Arrow Academy: The Grief of the Realm of Animals: The Mad Fox (1962)

The Mad Fox (1962) starts out on an apocalyptic note, washing the feudal Japan setting with a hellish blood red hue. A so-called "white rainbow" has appeared and the court astronomer sees it as a bad omen that could end in death and destruction for the realm. Upon learning of this prophecy, there is disorder in the court and two separate groups try to take over with everything riding on a sacred scroll known as the Golden Crow. Caught up in the fray is the astronomer's assistant Yasuna (Hashizo Okawa), and his lover Sakaki (Michiko Saga) who encounter torture and suffering of a magnitude that eventually drives Yasuna insane.

Director Tomu Uchida frames the film delicately in the beginning and outside of the intense red color grading of the opening sequence, sticks to rote costume drama formalism. However, about halfway through the film, Yasuna descends into grief and madness and at this point the aesthetic transforms into a fantastical stage play with purposefully artificial set-pieces similar to Kwaidan (1964) and The Ballad of Narayama (1958). As Yasuna himself loses touch with reality, so does the construction of the film, taking the viewers along for the ride. There are some truly breathtaking scenes, particularly one with Yasuna melodramatically mourning in a bright yellow field full of fake flowers and rotating floors. Uchida borrows from many mediums: kabuki theater, musicals, and even animation!

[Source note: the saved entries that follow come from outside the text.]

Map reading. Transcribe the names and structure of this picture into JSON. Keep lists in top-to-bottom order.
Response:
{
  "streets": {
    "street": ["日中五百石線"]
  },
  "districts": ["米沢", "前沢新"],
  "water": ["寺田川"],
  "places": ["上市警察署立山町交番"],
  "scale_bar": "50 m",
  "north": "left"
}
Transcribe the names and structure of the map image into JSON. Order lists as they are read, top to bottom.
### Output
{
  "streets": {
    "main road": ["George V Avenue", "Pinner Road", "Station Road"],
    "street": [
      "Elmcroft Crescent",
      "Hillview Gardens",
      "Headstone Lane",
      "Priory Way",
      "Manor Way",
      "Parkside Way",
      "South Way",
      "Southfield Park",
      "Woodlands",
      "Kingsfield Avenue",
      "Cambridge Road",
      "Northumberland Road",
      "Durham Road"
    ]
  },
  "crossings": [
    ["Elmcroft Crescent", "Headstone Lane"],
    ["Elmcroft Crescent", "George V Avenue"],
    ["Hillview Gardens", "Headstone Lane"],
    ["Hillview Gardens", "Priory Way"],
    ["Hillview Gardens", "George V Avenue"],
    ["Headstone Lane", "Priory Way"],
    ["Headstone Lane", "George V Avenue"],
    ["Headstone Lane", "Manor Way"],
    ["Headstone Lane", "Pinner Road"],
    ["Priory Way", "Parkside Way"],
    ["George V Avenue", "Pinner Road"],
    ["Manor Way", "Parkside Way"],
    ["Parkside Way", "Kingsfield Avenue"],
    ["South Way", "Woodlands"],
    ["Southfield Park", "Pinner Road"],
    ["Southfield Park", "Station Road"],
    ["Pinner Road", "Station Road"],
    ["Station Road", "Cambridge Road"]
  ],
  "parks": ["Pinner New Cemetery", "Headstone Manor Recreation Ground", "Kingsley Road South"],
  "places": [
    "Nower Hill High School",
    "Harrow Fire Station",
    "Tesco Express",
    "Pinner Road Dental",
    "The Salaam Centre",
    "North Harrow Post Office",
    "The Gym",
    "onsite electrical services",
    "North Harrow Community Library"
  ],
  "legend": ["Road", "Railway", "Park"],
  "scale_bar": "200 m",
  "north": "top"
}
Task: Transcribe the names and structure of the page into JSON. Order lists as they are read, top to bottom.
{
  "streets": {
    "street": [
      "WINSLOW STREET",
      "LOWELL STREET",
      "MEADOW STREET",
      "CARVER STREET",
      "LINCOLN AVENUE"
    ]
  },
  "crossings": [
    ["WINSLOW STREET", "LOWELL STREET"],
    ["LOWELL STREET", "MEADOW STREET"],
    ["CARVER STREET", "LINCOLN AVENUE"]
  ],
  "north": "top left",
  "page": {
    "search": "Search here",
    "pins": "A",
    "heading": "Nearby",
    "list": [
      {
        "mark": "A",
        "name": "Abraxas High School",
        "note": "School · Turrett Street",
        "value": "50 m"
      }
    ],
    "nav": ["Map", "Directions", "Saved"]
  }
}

At its heart The Mad Fox is a love story, and watching Yasuna search for happiness with the love of his life is heartbreaking. The narrative leans heavily into kitsune mythology which are fox spirits who can take human form. They are often portrayed as tricksters, but in this piece they are more kind spirits who want to help people but also are afraid of being hurt or killed. These foxes can love just the same as any human, but unfortunately their very nature makes this love ultimately unsustainable. This dichotomy between a period piece and a fantastical surreal fantasy epic never feels like an uneasy union and the shift from the grounded to the whimsical is so gradual that one doesn't notice until the transformation is complete.

TRANSFER: The restoration by Toei as presented by Arrow is gorgeous and the highly saturated primary colors are represented perfectly. The English subtitles are well timed and easy to read.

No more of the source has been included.